Nihayet Milano’da iyi yemek yiyebileceğim bir lokanta buldum
Bundan önceki seyahatlerimde Milano’da birçok restorana gittim. ‘Beni hayalkırıklığına uğratanlar’ listesine, dünyanın en iyileri arasında gösterilen 2 Michelin Yıldızlı Cracco’dan tutun, ülkemizde şubeleri olan Papermoon, Armani ve Bice’nin Milano’daki şubeleri de dahil, birçok lokantayı ekleyebilirsiniz. Ama nihayet, iki gün önceki ziyaretimde şeytanın bacağını kırdım ve Milano’da nefis bir yemek yedim.

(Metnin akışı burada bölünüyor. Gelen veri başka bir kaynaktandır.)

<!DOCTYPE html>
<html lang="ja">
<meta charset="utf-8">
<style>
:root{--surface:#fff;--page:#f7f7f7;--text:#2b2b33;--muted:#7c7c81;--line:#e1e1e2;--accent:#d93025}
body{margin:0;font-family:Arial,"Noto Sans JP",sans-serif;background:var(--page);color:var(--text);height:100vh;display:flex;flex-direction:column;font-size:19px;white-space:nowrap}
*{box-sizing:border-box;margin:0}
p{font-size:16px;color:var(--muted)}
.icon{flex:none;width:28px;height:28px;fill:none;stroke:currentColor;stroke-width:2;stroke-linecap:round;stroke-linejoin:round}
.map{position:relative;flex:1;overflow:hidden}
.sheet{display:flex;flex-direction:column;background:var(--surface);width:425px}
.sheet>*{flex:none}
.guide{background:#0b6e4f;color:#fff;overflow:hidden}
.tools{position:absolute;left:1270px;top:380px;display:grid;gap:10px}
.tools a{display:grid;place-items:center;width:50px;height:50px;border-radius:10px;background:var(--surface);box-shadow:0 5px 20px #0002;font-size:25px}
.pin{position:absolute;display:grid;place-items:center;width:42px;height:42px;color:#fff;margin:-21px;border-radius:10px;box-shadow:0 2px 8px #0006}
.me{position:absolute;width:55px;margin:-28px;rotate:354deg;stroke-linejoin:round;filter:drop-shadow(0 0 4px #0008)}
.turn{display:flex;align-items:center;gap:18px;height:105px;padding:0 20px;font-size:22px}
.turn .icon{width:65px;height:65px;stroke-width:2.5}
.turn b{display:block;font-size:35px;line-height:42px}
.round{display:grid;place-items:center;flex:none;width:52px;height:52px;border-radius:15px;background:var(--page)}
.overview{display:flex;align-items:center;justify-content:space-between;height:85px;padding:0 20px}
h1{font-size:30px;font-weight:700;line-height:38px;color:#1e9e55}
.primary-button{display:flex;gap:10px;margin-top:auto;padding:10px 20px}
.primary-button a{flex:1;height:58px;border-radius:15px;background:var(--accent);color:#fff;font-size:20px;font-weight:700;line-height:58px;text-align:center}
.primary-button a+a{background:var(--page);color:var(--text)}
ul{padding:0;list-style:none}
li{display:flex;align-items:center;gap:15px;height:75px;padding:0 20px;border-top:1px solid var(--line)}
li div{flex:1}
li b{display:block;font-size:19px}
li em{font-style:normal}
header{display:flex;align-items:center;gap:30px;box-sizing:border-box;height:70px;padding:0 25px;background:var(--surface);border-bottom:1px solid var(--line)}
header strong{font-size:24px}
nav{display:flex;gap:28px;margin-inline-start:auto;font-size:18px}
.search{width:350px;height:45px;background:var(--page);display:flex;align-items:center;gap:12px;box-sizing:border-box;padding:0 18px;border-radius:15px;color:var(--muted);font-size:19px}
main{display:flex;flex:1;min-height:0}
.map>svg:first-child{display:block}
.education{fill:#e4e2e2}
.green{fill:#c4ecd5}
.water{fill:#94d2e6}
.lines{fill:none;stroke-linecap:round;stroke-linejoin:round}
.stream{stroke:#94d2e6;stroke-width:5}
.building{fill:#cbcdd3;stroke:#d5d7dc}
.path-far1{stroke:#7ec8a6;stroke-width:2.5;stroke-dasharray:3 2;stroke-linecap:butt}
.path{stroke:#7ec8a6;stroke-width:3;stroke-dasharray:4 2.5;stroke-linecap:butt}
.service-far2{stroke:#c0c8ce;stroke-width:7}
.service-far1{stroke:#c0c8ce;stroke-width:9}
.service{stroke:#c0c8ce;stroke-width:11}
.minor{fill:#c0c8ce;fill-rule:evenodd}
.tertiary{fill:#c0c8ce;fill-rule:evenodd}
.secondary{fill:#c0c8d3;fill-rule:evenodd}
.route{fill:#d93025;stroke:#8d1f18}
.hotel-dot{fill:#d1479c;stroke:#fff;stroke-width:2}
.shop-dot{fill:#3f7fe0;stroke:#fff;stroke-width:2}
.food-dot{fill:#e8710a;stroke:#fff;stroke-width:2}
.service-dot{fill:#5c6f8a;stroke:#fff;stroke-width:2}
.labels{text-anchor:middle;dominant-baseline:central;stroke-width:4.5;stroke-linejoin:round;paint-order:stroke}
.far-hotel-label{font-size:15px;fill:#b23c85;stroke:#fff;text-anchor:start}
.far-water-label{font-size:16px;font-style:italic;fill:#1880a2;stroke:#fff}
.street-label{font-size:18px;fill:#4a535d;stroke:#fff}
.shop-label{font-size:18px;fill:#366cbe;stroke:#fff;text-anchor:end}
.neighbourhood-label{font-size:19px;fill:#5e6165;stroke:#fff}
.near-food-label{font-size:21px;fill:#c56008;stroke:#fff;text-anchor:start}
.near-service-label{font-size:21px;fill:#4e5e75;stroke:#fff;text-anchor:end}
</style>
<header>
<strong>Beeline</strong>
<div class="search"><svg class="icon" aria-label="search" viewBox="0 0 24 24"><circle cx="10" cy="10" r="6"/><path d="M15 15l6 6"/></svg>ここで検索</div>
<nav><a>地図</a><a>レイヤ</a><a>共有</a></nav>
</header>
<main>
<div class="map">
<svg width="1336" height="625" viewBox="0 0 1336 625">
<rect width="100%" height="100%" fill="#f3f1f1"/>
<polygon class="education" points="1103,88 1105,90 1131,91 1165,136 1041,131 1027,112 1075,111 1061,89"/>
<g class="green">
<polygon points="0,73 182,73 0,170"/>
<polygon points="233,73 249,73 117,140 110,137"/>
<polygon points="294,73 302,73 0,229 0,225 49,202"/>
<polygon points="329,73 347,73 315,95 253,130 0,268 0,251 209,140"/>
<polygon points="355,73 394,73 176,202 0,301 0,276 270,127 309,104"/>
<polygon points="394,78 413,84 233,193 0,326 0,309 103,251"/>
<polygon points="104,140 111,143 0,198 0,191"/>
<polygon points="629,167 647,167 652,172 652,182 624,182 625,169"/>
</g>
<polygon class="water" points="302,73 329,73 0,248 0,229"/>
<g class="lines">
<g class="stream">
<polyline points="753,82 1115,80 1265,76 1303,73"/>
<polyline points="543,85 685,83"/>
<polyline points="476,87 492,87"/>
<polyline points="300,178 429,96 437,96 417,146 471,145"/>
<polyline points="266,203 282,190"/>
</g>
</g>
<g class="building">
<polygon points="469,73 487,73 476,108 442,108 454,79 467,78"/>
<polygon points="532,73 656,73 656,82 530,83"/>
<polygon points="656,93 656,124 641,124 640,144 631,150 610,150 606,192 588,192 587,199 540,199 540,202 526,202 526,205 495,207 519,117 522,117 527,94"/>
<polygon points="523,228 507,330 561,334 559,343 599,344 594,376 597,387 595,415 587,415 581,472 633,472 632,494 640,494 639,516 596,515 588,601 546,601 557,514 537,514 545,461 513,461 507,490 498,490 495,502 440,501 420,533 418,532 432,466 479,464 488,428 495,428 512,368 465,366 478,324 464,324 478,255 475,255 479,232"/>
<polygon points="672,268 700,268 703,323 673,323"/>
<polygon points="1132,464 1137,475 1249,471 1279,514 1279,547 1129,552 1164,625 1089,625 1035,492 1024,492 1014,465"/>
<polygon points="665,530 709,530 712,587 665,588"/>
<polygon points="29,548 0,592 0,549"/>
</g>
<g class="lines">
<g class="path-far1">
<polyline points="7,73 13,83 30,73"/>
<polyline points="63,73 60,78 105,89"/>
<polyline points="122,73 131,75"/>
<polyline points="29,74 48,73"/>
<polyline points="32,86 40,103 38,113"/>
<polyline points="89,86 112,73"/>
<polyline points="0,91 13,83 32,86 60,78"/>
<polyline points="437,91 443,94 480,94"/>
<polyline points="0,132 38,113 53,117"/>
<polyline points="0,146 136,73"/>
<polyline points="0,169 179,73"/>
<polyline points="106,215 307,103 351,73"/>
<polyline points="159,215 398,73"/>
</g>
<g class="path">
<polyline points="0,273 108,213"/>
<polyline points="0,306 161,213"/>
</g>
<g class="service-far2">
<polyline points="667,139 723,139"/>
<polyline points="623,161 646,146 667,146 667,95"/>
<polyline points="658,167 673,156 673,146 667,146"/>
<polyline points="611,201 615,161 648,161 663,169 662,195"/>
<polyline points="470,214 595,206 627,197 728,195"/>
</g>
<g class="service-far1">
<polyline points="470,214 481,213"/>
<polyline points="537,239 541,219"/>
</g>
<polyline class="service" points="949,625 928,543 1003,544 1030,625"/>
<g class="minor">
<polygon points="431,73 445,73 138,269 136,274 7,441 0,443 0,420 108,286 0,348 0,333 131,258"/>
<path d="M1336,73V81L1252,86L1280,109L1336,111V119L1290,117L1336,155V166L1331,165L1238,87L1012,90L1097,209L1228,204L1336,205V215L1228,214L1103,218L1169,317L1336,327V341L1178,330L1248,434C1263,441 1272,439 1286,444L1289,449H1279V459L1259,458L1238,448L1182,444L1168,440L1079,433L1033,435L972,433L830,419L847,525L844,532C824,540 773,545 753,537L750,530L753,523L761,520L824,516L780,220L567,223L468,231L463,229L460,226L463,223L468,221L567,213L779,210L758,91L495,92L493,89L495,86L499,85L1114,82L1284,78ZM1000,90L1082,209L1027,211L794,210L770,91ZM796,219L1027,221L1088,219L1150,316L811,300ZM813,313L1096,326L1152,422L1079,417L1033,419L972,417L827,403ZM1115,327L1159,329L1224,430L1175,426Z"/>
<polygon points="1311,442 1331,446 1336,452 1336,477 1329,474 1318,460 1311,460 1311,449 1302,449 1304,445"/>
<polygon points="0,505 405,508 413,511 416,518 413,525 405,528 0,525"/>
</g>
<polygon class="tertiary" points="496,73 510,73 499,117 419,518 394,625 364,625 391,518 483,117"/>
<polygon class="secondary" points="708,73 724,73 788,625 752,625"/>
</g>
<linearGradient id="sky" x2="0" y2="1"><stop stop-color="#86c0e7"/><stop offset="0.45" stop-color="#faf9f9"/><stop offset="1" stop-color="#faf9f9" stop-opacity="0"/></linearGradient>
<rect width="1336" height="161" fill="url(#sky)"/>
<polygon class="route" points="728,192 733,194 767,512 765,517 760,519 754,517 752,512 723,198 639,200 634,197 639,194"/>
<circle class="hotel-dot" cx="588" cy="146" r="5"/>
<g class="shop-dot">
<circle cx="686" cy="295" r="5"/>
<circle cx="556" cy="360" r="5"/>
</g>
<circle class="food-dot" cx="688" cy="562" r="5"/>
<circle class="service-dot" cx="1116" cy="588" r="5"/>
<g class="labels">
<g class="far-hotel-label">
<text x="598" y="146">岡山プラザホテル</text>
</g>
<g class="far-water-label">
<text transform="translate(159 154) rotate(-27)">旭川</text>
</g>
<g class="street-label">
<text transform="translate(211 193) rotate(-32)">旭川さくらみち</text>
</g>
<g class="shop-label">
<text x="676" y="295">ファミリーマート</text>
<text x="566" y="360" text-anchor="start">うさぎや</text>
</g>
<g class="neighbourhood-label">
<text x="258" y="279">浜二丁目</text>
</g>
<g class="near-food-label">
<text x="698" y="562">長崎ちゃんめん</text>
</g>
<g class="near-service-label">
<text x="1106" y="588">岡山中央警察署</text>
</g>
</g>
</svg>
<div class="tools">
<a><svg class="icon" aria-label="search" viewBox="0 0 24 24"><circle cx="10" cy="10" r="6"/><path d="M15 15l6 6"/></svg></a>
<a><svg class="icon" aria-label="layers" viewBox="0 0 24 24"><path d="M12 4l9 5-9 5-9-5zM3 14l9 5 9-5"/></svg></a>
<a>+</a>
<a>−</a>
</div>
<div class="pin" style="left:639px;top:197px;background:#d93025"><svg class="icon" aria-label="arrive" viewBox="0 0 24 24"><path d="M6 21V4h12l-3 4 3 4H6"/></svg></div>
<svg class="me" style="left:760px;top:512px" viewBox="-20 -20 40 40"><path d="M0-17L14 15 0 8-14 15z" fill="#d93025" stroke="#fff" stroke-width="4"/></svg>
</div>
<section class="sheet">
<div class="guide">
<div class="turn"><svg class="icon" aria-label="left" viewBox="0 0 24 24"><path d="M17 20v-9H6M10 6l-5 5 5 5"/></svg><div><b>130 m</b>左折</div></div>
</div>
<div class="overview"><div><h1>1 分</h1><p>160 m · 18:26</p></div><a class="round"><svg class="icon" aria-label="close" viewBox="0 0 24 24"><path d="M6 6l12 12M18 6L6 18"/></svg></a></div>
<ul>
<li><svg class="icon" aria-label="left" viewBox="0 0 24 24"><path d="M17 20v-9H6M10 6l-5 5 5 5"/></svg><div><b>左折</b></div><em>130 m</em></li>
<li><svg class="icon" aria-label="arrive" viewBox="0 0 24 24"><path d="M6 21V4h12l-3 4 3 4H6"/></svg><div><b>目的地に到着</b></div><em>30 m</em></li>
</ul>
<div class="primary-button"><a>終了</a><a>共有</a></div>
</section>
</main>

Merkeze beş dakika uzaklıktaki lokantanın adı, Montina. Sahipleri ikiz kardeş Maurizio ve Roberto. Biri mutfaktan, diğeri de servisten sorumlu. 50’li yaşlardaki Montina Kardeşler, 25 senedir bu güzel lokantayı işletiyor. Ondan öncesinde de Avrupa’nın en iyi otel ve restoranlarında aşçılık ve garsonluk yapmışlar. Alaylılar yani. Açıldıklarından bu yana iki kardeşin birden olmadığı hiçbir servisleri olmamış. Galiba işin sırrı da burada. Neşeleri, enerjileri ve kişilikleri açısından, doğuştan bu meslek için yaratılmış gibiler. Kapıdan içeriye girdiğinizde kardeşlerin kim olduğunu hemen anlayacaksınız.
Turist görmek zor
Montina’da masaya oturur oturmaz, el yapımı ekmekler ve 2-3 çeşit nefis ağız tatlandırıcı ikramlar geliyor. Bal ve portakal soslu karides ve küçük parmesanlı köfteler aklımda kalanlardan. Ardından garson, her gün değişen günün spesiyallerini söylüyor.
Başlangıç tavsiyem, mutlaka ama mutlaka ‘stracciatella’ peynirini, el yapımı ekmeklerle tatmanız. ‘Stracciatella’, manda sütünden yapılan bufalo mozerella peynirinin ulaşabileceği en leziz nokta. Montina’da sunulan içi akışkan krema kıvamındaki peynir, son zamanlarda yediğim en özel lezzetti. Sonrasında yediğim kabuklu deniz mahsüllerinden yapılan, hafif acılı makarna da süperdi. Makarnanın pişme derecesi, acılığının kıvamı ve üzerindeki deniz mahsulleri süperdi. Ama asıl şölen tatlıyla başladı. Bir arabanın üzerinde, hepsi günlük, Maurizio ve Roberto Kardeşler’in annesi ve kayınvalideleri tarafından yapılan lezzetli tatlıları seçerken zorlanabilirsiniz. Ben hepsinden küçük küçük aldım. Tiramisu, beze ve ‘panna cotta’ harikaydı. Tavsiye üzerine, gece boyunca yemeğimizle beraber içtiğimiz Blange di Ceretto isimli şarap da çok iyiydi.
Montina’da tüm masaları Milanolular dolduruyor. Turist görmek neredeyse imkansız. Kahkaların eksik olmadığı lokantada fiyatlar, Milano’nun janjanlı restoranlarına oranla makul. Montina Kardeşleri Allah restoranlarından eksik etmesin. Sayelerinde ilk kez Milano’da güzel bir yemek yedim.